Abdullah Daoud, 41, was sent to Mauritania because it was the only Arabic-speaking country willing to take him in, his wife, Kifah, said from her home in the Balata refugee camp near the West Bank city of Nablus. She said she had spoken with her husband by telephone before he left for the Muslim West African nation.
"I asked him, 'why Mauritania?"' she told The Associated Press. "He said, 'I prefer to be in an Arabic country and this is the only option."'
Cypriot Foreign Minister Yiannakis Cassoulides said earlier Monday only that Daoud was sent to "a distant non-European country" where he would be joined by his family. He said he was not authorized to identify the country providing asylum, and EU officials also would not reveal Daoud's destination.
Cassoulides said Daoud left the island accompanied by a European Union escort, whom he did not identify.
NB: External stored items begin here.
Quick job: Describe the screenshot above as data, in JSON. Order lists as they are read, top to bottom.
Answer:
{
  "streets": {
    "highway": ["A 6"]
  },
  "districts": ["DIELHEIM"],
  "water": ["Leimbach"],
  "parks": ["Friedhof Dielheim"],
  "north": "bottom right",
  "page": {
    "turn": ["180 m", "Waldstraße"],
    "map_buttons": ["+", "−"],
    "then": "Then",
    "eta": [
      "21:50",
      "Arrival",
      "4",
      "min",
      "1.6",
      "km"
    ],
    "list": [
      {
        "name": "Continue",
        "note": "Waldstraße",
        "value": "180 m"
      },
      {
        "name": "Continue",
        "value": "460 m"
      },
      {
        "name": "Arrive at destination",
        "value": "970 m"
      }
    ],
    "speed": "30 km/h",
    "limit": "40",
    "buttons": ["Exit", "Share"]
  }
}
Mauritania is one of only three Arab League nations with diplomatic ties with Israel.
Daoud was exiled to Cyprus with 12 other Palestinians under a deal worked out with the European Union in what was meant to be a temporary arrangement to end the siege at one of Christianity's holiest shrines.
Israeli authorities have described Daoud as "the most dangerous terrorist," which apparently hampered efforts to secure him asylum in any of the European countries that received the other Palestinians after brief stays in Cyprus.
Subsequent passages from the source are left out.